Version: 1.0-draft Last Updated: 2026-05-07 Effective Date: 2026-05-07 Canonical Source: This document is the source text for any future acceptable use policy page, onboarding acknowledgement, or enterprise policy appendix.
Read This First
This Acceptable Use Policy explains what users may and may not do with Clerica. We are not trying to make normal use feel risky. We are trying to stop abuse, fraud, interference, and misuse that could harm users, third parties, or the Service itself.
1. Scope
This Policy applies to all use of the Service, whether by individual users, teams, or enterprise customers.
Plain-English Summary
If someone uses Clerica, this policy applies to that use, regardless of account type.
2. Permitted Use
You may use the Service only for lawful, authorized purposes consistent with the Clerica Terms of Service and any applicable customer agreement.
Plain-English Summary
Normal, lawful product use is fine. This section makes that baseline explicit.
3. Prohibited Conduct
You may not use the Service to:
- Violate law, regulation, or third-party rights.
- Attempt unauthorized access to systems, accounts, or data.
- Interfere with Service availability, performance, or security.
- Introduce malware, malicious code, or harmful automation.
- Use the Service for spam, fraud, phishing, impersonation, or deceptive conduct.
- Reverse engineer or probe non-public parts of the Service except as allowed by law.
- Harvest, copy, or republish Service content or outputs in a way that violates law, contract, or third-party rights.
- Use the Service to build or train a competing service from protected non-public materials or internal outputs where such use is not authorized.
Plain-English Summary
This is the core anti-abuse list. It exists so we can stop clearly harmful behavior before it damages the product or other people.
4. Third-Party Content and Rights
Because Clerica interacts with third-party policy materials and related content, users must respect copyright, contractual restrictions, and other legal rights relating to that content.
Plain-English Summary
We monitor third-party policies, but that does not mean users get a free pass to misuse third-party content.

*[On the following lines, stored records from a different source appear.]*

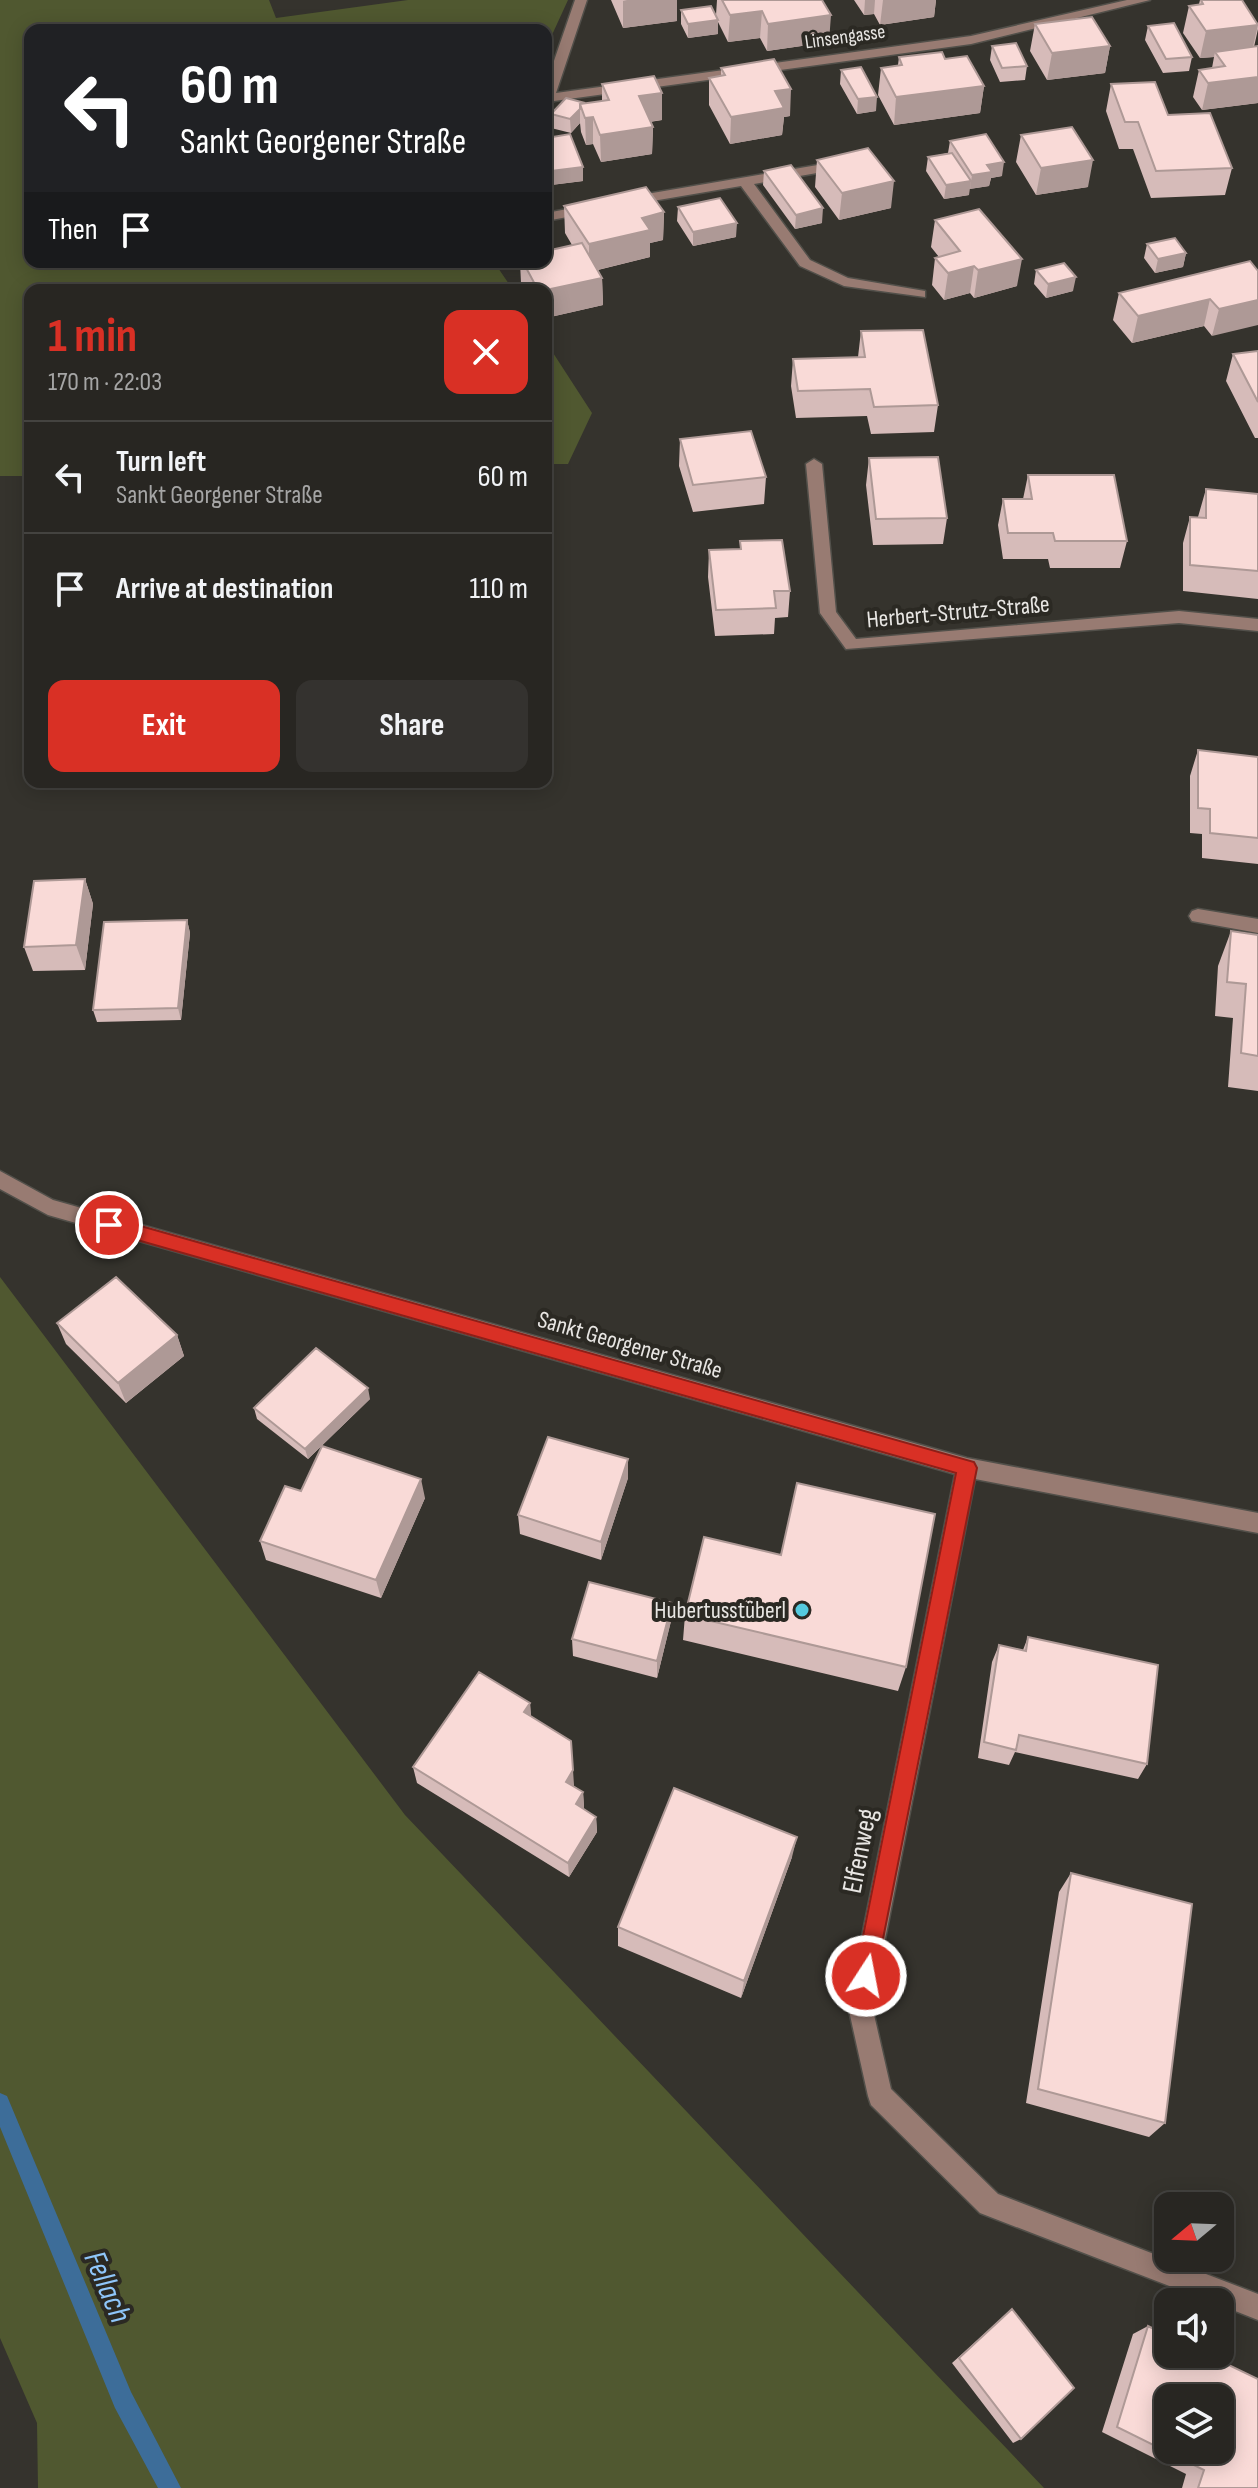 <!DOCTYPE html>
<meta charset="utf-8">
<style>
:root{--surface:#282622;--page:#34322f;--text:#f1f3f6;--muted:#a5a5a5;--line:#444340;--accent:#d93025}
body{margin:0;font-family:"Sofia Sans Condensed",sans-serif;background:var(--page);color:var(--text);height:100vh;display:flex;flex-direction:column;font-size:30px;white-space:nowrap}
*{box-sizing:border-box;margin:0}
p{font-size:26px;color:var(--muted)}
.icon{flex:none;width:44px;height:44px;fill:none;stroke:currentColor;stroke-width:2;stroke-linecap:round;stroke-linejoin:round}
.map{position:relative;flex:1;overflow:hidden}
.details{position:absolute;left:24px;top:284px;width:528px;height:504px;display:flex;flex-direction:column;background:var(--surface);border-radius:16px;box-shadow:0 4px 20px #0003,0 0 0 2px var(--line)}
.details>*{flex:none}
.banner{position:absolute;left:24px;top:24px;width:528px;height:244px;border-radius:16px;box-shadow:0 4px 20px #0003,0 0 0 2px var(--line);background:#202124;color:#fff;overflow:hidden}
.needle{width:52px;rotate:251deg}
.controls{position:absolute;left:1154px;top:2192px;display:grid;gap:16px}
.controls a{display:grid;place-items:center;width:80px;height:80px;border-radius:16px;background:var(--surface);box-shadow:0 4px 20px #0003,0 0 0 2px var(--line);font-size:40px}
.pin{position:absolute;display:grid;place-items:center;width:68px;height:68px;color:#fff;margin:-34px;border:4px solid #fff;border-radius:50%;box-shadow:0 2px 8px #0007}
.me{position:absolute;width:88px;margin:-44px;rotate:11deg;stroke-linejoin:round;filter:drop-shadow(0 0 6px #0008)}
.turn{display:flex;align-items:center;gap:28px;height:168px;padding:0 24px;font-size:36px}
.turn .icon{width:104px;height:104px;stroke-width:2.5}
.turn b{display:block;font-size:56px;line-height:68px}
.then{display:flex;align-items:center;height:76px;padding:0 24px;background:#0003;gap:16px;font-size:30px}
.round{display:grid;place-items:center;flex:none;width:84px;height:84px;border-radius:16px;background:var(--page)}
.overview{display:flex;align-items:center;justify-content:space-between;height:136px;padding:0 24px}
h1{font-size:48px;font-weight:700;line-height:60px;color:var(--accent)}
.primary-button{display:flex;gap:16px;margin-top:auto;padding:16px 24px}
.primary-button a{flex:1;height:92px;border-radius:16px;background:var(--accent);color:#fff;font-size:32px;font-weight:700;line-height:92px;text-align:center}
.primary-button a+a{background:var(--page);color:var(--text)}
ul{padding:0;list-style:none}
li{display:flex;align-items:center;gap:24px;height:112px;padding:0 24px;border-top:2px solid var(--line)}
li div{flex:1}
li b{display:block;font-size:30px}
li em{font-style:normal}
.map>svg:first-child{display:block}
</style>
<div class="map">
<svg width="1258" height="2488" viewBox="0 0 1258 2488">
<rect width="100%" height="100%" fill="#35332d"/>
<path fill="#505830" d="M0,0H269L276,18L408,0H568L546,48V30H30V262H494L513,290H30V476H0Z
M546,342L592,413L568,464H546Z
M0,1277L405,1815L1044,2488H38L37,2423L0,2338Z"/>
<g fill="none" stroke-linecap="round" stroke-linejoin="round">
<path fill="#3d6d99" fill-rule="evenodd" d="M0,2093L7,2096L131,2392L181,2488H158L115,2408L0,2127Z"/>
<defs>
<path id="minor" d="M575,0H587L556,93L971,36L1127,0H1150L971,44L554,101L546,108V84Z
M841,161L846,162V168L754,184L810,260L848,278L925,291V297L844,286L800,266L741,186L629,205L622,201L629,197Z
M589,205L594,206V212L546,221V213Z
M814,459L822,464L836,612L856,639L1179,611L1258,619V631L1179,623L846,649L820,613L806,464Z
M1198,909L1258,919V933L1192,921L1189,916L1192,911Z
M0,1171L53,1200L967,1458L1258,1513V1533L975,1479L872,2006L891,2089L998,2194L1258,2294V2320L1220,2305V2302H1211L980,2213L871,2105L868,2096L848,2006L955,1474L48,1215L0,1189Z"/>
</defs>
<use href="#minor" stroke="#52504a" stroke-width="3"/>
<use href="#minor" fill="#987b72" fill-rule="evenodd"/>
</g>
<path fill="#d6bbb9" d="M611,0H677V21L623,28Z
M717,0H822L829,42L767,51L760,38L728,42L718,22V34L688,38L681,24V10L716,15Z
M854,0H936L934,17L880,25L874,14L864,15Z
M1200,0L1258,23V29L1254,47L1258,46V103L1202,110L1193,97L1199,70L1212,68L1214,57L1200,58L1183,33L1189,6L1199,4Z
M1035,24L1110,46L1105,73L1047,80L1030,51Z
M1148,26L1192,57L1189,71L1163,73L1145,40Z
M992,46L1027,66L1025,80L1000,82L990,60Z
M899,57L945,59L984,86L980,113L894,125L878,95L881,68L898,65Z
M721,68L790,116L784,117L782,135L730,144L709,105V78L721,76Z
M841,70L876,111L857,114L840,84Z
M602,84L662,93V120L650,122L653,127L652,154L601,162L593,144L586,145L581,132L580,123L571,133L551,128V114L585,104L602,101Z
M1111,84L1168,115L1232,168L1225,195L1151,198L1133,149H1119L1106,111Z
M1021,135L1088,187L1036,195L1016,162Z
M546,138L583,181L551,185L546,171Z
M950,141L1002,176L991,178L989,186L969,189V195L944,199L926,171L928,157L948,153Z
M817,160L891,208L839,220L815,187Z
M764,171L822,223L795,229L763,185Z
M564,206L664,212L663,240L650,243V257L598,270L602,278L603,305L546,318V290H525L521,283L520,262H546L572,245L565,233Z
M678,207L736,237L693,246L677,221Z
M935,220L1017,286L974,298L970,293L944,300L932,285L935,258L939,257L931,247Z
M1147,244L1186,253L1183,267L1155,273L1144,258Z
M1250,261L1212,336L1204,326L1132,343L1113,320L1119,293Z
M1036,270L1073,291L1046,298L1034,284Z
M861,331L938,405L934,432L871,434L867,416L796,418L791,386L793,359L858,357Z
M1258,351V438H1255L1226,381L1233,354Z
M680,439L766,477L764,504L693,512L679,466Z
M869,458L947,518L943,544L873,545L866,485Z
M1028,475L1127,541L1120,568H1050L1048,559H1003L998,525L1003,499H1023Z
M1206,489L1258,494V599L1183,591V543L1190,517H1198Z
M740,541L790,591L788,617L775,618L774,634L715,636L708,577L709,550L740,549Z
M1198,750L1258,757V864L1202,858V834L1190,833V776Z
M85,879L93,904L85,970L33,971L24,947Z
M187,920L190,933L181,1020L97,1022L93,1010Z
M1231,931L1258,935V1091L1228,1087L1233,1018L1215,1016L1218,966Z
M57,1323L177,1335L184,1356L126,1403L66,1344Z
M370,1399L308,1459L257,1419L254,1408Z
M628,1459V1478L601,1560L520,1534L518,1515Z
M301,1491L425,1498L381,1598L266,1560L260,1541Z
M781,1555L906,1667L898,1691L683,1640L685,1615Z
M672,1603L671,1621L657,1678L573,1656L572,1639Z
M1028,1637L1147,1764L1138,1779L1015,1752L1009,1765L978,1758L992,1662L999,1645L1023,1650Z
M530,1703L531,1717L574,1786L583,1792L584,1807L583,1809L596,1817L597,1832L569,1877L417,1783L413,1767Z
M792,1857L741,1998L618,1946V1927Z
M1071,1873L1165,2123L1149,2137L1026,2103L1059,1892Z
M1012,2309L1021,2439L1013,2443L952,2363Z
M1148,2326L1258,2488H1182L1186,2474L1102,2432L1133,2334Z"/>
<path fill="#ae9996" d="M627,0H677V21L623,28V1Z
M865,0H875L874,14L864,15Z
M883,0H936L934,17L880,25Z
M762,11L760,38L728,42L730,15Z
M831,15L829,42L767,51L768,24Z
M718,20V34L688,38V24Z
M1258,25L1252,51L1215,52L1214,57L1200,58L1206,31Z
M1110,46L1105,73L1047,80L1052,53Z
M1258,77V103L1202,110L1208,83Z
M984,86L980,113L894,125L896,97Z
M791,89L790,116L784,117L782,135L730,144L731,117L775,91Z
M662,93V120L638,123L639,96Z
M877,97L876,111L857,114L858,99Z
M580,109V123L571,133L570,119Z
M593,117V144L586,145L585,118Z
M653,127L652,154L601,162L600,135Z
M1093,160L1088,187L1036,195L1041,168Z
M1004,162L1002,176L991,178L989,186L970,189L972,175L987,165Z
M583,167V181L551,185V171Z
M894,181L891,208L839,220L842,193Z
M971,181L969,195L944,199L946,185Z
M823,208L822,223L795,229L796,215Z
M664,212L663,240L650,243V257L589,272V244L642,218Z
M737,223L736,237L693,246V232Z
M1186,253L1183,267L1155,273L1158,259Z
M1022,259L1017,286L974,298L978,270Z
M974,266L970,293L944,300L948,273Z
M1076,277L1073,291L1046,298L1048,284Z
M602,278L603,305L546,318V290Z
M1210,299L1204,326L1132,343L1138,316Z
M1258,300V325L1212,336L1219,309Z
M85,879L93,904L85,970L76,945Z
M187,920L190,933L181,1020L178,1008Z
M177,1335L184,1356L126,1403L118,1383Z
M368,1388L370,1399L308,1459L305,1449Z
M628,1459V1478L601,1560V1542Z
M421,1479L425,1498L381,1598L376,1580Z
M672,1603L671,1621L657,1678V1661Z
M530,1703L531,1720L524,1712Z
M573,1770L574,1785L567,1797L566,1782Z
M583,1792L584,1807L577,1819L576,1804Z
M596,1817L597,1832L569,1877L568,1863Z
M797,1837L792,1857L741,1998L744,1981Z"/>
<path fill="#f9dad7" stroke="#ae9996" stroke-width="2" fill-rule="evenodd" d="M722,0H822L831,15L768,24L762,11L730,15Z
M1201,0H1242L1258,25L1206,31L1189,6L1203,4Z
M711,6L718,20L688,24L681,10Z
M1092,17L1110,46L1052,53L1035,24Z
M1174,23L1192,57L1166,59L1148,26Z
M1016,43L1027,66L1002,68L992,46Z
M1258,46V77L1208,83L1199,70L1225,66L1215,52Z
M942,52L945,59L967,56L984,86L896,97L881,68L902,65L899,57Z
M774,59L791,89L775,91L784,108L731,117L709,78L725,75L721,68Z
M861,67L877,97L858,99L841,70Z
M654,76L662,93L639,96L653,127L600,135L593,117L585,118L580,104L609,100L602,84Z
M1155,82L1168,115L1210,113L1232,168L1156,171L1138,122H1125L1111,84Z
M566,98L585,103L580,104V109L570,119L551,114Z
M1072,127L1093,160L1041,168L1021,135Z
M570,134L583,167L551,171L546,158V138Z
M986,134L1004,162L987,165L992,172L972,175L950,141Z
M868,148L894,181L842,193L817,160Z
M952,153L971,181L946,185L928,157Z
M791,165L823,208L796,215L764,171Z
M646,187L664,212L642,218L650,230L589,244L564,206Z
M720,198L737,223L693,232L678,207Z
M979,209L1022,259L978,270L974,266L948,273L935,258L960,251L935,220Z
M1175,238L1186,253L1158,259L1147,244Z
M582,243L602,278L546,290H538L523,262H546V251Z
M1250,261L1258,271V300L1219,309L1210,299L1138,316L1119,293Z
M1064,263L1076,277L1048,284L1036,270Z
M923,330L938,405L874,407L870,389L798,391L793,359L865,357L861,331Z
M1258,351V402L1233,354Z
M751,431L766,477L693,485L680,439Z
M938,457L947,518L876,519L869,458Z
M1028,475H1114L1127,541H1055L1053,533H1008L1003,499H1032Z
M1206,489L1258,494V571L1190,565V517L1206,518Z
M782,540L790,591H774L776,608L716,610L709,550L741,549L740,541Z
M1198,750L1258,757V838L1210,833V809L1198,808Z
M85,879L76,945L24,947L34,881Z
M187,920L178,1008L93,1010L104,922Z
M1231,931L1258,935V1056L1241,1053L1246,984L1227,982Z
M116,1277L177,1335L118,1383L57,1323Z
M316,1348L368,1388L305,1449L254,1408Z
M548,1437L628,1459L601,1542L518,1515Z
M322,1446L421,1479L376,1580L260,1541L285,1486L301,1491Z
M797,1483L935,1514L906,1667L685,1615L704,1537L781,1555Z
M589,1582L672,1603L657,1661L572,1639Z
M1028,1637L1158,1665L1147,1764L1019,1735L1016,1750L984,1742L999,1645L1026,1651Z
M479,1672L530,1703L524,1712L571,1741L573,1770L566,1782L583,1792L576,1804L596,1817L568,1863L413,1767Z
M674,1788L797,1837L744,1981L618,1927Z
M1071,1873L1192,1904L1165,2123L1038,2089Z
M1012,2309L1074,2388L1021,2439L959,2358Z
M1148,2326L1168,2336V2354H1206L1258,2379V2488H1198L1204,2470L1117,2427ZM1168,2398H1220V2450H1168Z"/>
<path fill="#d93025" stroke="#8d1f18" stroke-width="2" d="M109,1217L974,1462L977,1468L874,1984L866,1987L858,1984L855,1976L956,1473L109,1232L103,1230L100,1225L103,1219Z"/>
<circle fill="#55cadf" stroke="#2b2923" stroke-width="3" cx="802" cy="1610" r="8"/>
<g text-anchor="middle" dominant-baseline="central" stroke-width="8" stroke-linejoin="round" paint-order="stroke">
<g font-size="20" fill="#e8e6e3" stroke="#2b2923">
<text transform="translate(845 37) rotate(-8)">Linsengasse</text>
</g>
<g font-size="24" fill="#e8e6e3" stroke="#2b2923">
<text transform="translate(958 612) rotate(-5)">Herbert-Strutz-Straße</text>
<text transform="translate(630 1345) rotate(16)">Sankt Georgener Straße</text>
</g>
<g font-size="24" fill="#e8e6e3" stroke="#2b2923" text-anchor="end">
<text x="786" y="1610">Hubertusstüberl</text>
</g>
<g font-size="28" fill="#e8e6e3" stroke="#2b2923">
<text transform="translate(860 1851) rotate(-79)">Elfenweg</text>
</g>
<g font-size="32" font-style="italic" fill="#8fc6fa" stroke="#2b2923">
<text transform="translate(107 2287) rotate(67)">Fellach</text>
</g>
</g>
</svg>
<div class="controls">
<a><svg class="needle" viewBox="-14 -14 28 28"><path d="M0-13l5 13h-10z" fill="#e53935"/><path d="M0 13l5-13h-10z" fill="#a5a5a5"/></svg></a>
<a><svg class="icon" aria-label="sound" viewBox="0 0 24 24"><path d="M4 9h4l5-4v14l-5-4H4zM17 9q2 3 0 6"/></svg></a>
<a><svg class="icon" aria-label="layers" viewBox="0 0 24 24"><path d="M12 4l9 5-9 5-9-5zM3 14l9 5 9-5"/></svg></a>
</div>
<div class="pin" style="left:109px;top:1225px;background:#d93025"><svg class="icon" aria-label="arrive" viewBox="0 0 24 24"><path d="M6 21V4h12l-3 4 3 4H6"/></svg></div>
<svg class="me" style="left:866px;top:1976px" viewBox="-20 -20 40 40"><circle r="17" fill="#d93025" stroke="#fff" stroke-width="3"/><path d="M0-11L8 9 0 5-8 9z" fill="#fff"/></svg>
<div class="banner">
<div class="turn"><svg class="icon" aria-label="left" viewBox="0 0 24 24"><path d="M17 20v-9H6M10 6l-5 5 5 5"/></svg><div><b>60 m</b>Sankt Georgener Straße</div></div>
<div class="then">Then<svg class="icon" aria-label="arrive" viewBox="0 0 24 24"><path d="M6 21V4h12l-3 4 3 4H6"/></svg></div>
</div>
<section class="details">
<div class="overview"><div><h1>1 min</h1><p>170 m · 22:03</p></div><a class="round" style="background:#d93025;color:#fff"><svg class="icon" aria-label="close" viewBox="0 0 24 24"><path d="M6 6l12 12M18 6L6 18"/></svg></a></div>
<ul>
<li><svg class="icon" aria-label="left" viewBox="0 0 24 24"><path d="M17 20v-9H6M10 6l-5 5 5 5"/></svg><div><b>Turn left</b><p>Sankt Georgener Straße</p></div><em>60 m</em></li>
<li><svg class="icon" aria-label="arrive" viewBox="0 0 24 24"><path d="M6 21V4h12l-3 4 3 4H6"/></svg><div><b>Arrive at destination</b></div><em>110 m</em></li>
</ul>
<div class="primary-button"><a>Exit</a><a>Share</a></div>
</section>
</div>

5. Security and Testing Restrictions
You may not attempt to bypass security controls, scan for vulnerabilities in production systems without authorization, or test the Service in a way that could degrade performance or expose data.
Plain-English Summary
Security research should be coordinated, not improvised against live systems.
6. Fair Use of Product Resources
You may not use the Service in a way that places unreasonable load on infrastructure, circumvents usage limits, or undermines plan-based restrictions.
Plain-English Summary
We need the platform to remain usable for everyone, so users cannot treat shared resources like they are unlimited.
7. Enterprise and Team Responsibility
If you administer a team or enterprise account, you are responsible for making reasonable efforts to ensure your users comply with this Policy.
Plain-English Summary
Admins do not need to police every click, but they do need to manage access responsibly.
8. Investigation and Enforcement
We may investigate suspected violations of this Policy and may suspend, restrict, or terminate access where necessary to protect the Service, users, third parties, or legal compliance.
Plain-English Summary
This gives us room to act when there is real abuse instead of waiting until the damage is done.
9. Relationship to Other Agreements
This Policy supplements, and does not replace, the Clerica Terms of Service, Privacy Policy, and any applicable customer agreements.
Plain-English Summary
This is one layer of the rules, not the only one.
10. Changes to This Policy
We may update this Policy from time to time. Non-material updates may take effect upon posting. Material changes will be communicated through reasonable channels.
Plain-English Summary
If we need to tighten or clarify use restrictions later, we will communicate those updates clearly.
11. Contact
Questions about this Policy can be sent to legal@clerica.io.
Plain-English Summary
If a user is unsure whether something is allowed, asking first is better than guessing wrong.